Give, as a bare number, the count of lines below that contain "linecap".

- **Dataset extract**

++++++++++++++++++++

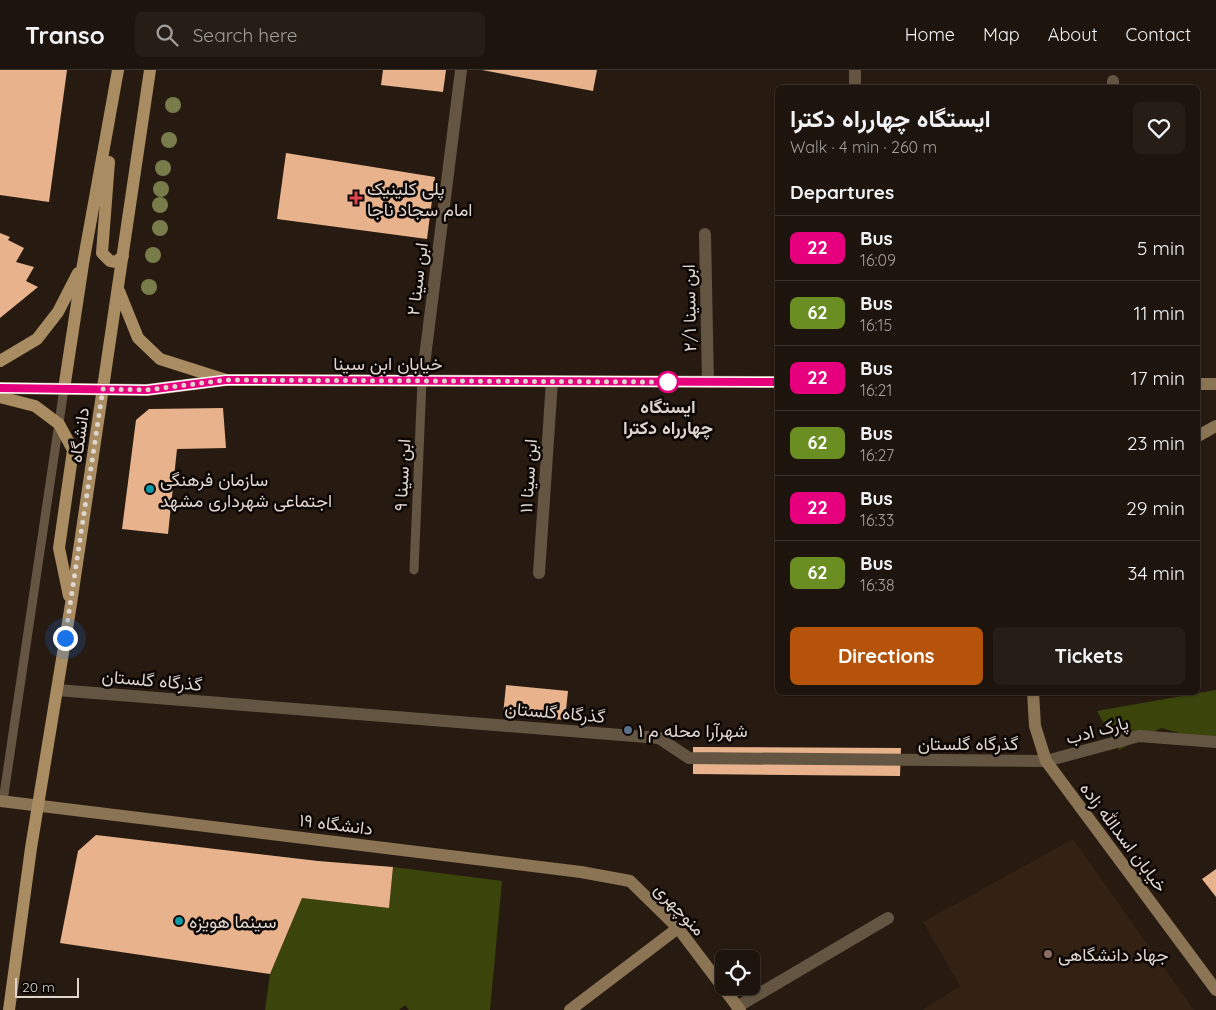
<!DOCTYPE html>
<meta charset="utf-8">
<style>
:root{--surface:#1d140d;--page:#251d16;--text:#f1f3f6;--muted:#a09e9d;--line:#3b332e;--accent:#b45309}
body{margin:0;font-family:Quicksand,Vazirmatn,sans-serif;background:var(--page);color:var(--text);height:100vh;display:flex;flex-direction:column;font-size:19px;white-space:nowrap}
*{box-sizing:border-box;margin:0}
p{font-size:16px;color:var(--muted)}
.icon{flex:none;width:28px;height:28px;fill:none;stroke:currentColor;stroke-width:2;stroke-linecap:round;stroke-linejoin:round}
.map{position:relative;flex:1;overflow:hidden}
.drawer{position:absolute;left:775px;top:15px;width:425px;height:610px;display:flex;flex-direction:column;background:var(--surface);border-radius:8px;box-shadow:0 1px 4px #0004,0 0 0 1px var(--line)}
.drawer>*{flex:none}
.badge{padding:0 10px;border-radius:8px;font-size:18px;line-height:32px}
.fabs{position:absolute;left:715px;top:880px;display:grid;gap:10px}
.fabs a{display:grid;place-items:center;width:45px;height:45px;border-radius:8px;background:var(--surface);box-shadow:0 1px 4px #0004,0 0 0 1px var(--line);font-size:25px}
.scale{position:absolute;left:15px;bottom:12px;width:64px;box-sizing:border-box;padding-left:5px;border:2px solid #ded5cf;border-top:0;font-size:14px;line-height:18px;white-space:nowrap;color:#ded5cf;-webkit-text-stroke:4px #0c0704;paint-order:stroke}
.you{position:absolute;width:25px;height:25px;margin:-12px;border:4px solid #fff;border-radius:50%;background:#1a73e8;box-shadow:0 0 0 8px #1a73e833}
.map>.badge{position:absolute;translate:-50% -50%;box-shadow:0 0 0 2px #fff}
h2{padding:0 15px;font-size:19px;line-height:45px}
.round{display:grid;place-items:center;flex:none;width:52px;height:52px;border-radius:8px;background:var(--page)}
.overview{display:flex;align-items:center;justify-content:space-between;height:85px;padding:0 15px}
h1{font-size:24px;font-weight:700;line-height:38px}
.button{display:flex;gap:10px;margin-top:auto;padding:10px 15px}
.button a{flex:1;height:58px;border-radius:8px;background:var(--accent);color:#fff;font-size:20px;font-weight:700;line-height:58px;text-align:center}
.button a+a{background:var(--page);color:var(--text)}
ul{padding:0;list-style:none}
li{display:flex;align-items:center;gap:15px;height:65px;padding:0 15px;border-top:1px solid var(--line)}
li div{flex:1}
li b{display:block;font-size:19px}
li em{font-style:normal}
li .badge{min-width:55px;font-weight:700;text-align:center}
header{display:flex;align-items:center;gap:30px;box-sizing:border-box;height:70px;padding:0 25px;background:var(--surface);border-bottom:1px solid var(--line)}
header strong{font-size:24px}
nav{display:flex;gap:28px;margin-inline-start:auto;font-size:18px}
.search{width:350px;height:45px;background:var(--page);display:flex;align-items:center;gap:12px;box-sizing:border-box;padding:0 18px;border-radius:8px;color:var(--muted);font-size:19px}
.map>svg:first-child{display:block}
.built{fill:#332113}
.green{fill:#3b450b}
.building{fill:#e8b38c}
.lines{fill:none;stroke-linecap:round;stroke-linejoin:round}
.lane{stroke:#635541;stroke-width:9}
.street{stroke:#635541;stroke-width:12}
.secondary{stroke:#8b7453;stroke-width:12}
.primary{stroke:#a98c61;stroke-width:12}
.tree{fill:#787c4a}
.line-casing{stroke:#fff;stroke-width:11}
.line{stroke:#e6007e;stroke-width:8}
.walk{stroke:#ded5cf;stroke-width:5;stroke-dasharray:0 9}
.health-dot{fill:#e0444e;stroke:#0c0704;stroke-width:2}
.stop-dot{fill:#fff;stroke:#e6007e;stroke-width:2.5}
.culture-dot{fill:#0f9aa8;stroke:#0c0704;stroke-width:2}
.service-dot{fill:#5c6f8a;stroke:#0c0704;stroke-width:2}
.education-dot{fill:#8d6e63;stroke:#0c0704;stroke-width:2}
.labels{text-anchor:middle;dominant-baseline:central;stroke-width:5;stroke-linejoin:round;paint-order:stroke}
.poi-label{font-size:18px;fill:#ded5cf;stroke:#0c0704;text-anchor:start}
.street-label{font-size:18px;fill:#ded5cf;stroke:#0c0704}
.stop-label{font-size:18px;font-weight:bold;fill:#ded5cf;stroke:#0c0704}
</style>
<header>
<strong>Transo</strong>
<div class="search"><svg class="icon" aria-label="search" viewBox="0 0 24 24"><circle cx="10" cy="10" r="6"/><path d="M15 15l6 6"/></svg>Search here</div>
<nav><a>Home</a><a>Map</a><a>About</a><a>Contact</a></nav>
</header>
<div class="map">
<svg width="1216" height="940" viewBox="0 0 1216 940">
<rect width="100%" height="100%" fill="#271a11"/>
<path class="built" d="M1073,769L1194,940H922L960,916L923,852Z"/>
<path class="green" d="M1216,620V673L1161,658L1119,680L1097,641Z
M393,797L502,811L490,940H409L405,935L399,940H265L270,904L302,828L389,838Z"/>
<path class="building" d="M0,0H67L49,132L0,125Z
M383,0H446L443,22L381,15Z
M482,0H597L593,21Z
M286,83L435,107L427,169L277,149Z
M0,163L10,167L8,170L24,178L16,192L34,197L26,211L38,217L0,248Z
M223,338L226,378L177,379L168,464L122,459L136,350L149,339Z
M506,615L568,621L565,650L503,645Z
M693,677L901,678L900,706L693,704Z
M96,765L318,791L393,797L389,838L302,828L270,904L60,873L78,781Z
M1216,799V827L1202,809Z"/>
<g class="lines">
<path class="lane" d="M414,500L422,311
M3,731L64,319"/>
<path class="street" d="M855,0V18
M1113,18V11
M705,164L708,312
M422,311L461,0
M539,503L552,311
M57,620L659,668L689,688L1046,691L1139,666L1216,672
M737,937L888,848"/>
<path class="secondary" d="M1198,314H1216
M0,318L147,320L226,310L778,312
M1198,366L1216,356
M1033,622L1035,656L1046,691L1216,920
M0,731L581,802L630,811L678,858L740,940
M570,940L678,858"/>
<path class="primary" d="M109,92L102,183L110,191L116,192L123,186
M119,221L138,268L160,289L226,310
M0,291L37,269L58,242L78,203
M64,319L83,194L118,0
M0,327L35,336L59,354L73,380L59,478L69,526
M9,940L31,778L71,534L150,0"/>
</g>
<g class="tree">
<circle cx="173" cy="35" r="8"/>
<circle cx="169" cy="70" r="8"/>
<circle cx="163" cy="98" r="8"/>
<circle cx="161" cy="119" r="8"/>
<circle cx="160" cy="135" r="8"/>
<circle cx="160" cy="158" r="8"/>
<circle cx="153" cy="185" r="8"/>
<circle cx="149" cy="217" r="8"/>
</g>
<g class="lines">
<g class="line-casing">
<path id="line" d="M0,318L147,320L226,310L778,312"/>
</g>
<use href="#line" class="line"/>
<path class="walk" d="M65,568L103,319L147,320L226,310L668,312"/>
</g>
<path class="health-dot" d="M353.5 120.5h5v5h5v5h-5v5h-5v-5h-5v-5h5z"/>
<circle class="stop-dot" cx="668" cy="312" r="10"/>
<g class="culture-dot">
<circle cx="150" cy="419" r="5"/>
<circle cx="179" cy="851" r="5"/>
</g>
<circle class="service-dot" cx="628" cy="660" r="5"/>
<circle class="education-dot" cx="1048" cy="884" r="5"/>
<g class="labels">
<g class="poi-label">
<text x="367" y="118">پلی کلینیک<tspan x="367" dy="21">امام سجاد ناجا</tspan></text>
<text x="160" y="409">سازمان فرهنگی<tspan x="160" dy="21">اجتماعی شهرداری مشهد</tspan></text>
<text x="638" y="660">شهرآرا محله م ۱</text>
<text x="189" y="851">سینما هویزه</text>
<text x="1058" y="884">جهاد دانشگاهی</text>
</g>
<g class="street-label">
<text transform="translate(417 209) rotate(-83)">ابن سینا ۲</text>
<text transform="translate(689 238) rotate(-91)">ابن سینا ۲/۱</text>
<text x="388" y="293">خیابان ابن سینا</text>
<text transform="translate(79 365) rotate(-82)">دانشگاه</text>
<text transform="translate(402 405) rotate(-87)">ابن سینا ۹</text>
<text transform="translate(528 406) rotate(-86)">ابن سینا ۱۱</text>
<text transform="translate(152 610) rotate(5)">گذرگاه گلستان</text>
<text transform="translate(555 642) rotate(5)">گذرگاه گلستان</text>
<text transform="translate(1097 660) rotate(-15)">پارک ادب</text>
<text x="968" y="673">گذرگاه گلستان</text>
<text transform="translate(336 754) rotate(7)">دانشگاه ۱۹</text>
<text transform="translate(1124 767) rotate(53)">خیابان اسدالله زاده</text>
<text transform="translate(680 839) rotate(47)">منوچهری</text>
</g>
<g class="stop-label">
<text x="668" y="336">ایستگاه<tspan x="668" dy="21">چهارراه دکترا</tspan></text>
</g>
</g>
</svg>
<div class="fabs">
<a><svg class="icon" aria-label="locate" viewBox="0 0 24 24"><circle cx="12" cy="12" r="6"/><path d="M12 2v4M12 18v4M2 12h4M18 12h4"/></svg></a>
</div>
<div class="scale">20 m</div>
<div class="you" style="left:65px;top:568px"></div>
<section class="drawer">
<div class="overview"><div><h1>ایستگاه چهارراه دکترا</h1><p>Walk · 4 min · 260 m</p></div><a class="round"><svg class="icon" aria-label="heart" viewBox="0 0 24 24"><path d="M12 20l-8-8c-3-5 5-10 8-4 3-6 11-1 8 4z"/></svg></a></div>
<h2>Departures</h2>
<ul>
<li><span class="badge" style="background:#e6007e;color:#fff">22</span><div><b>Bus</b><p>16:09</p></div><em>5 min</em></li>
<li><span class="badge" style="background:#6b8e23;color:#fff">62</span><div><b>Bus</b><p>16:15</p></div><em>11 min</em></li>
<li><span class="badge" style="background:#e6007e;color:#fff">22</span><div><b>Bus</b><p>16:21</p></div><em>17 min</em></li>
<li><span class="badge" style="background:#6b8e23;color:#fff">62</span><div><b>Bus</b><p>16:27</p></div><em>23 min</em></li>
<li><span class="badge" style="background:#e6007e;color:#fff">22</span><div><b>Bus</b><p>16:33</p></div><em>29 min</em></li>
<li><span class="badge" style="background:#6b8e23;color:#fff">62</span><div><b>Bus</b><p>16:38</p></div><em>34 min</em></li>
</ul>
<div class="button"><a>Directions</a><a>Tickets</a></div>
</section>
</div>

++++++++++++++++++++

- **Output for this exercise**
2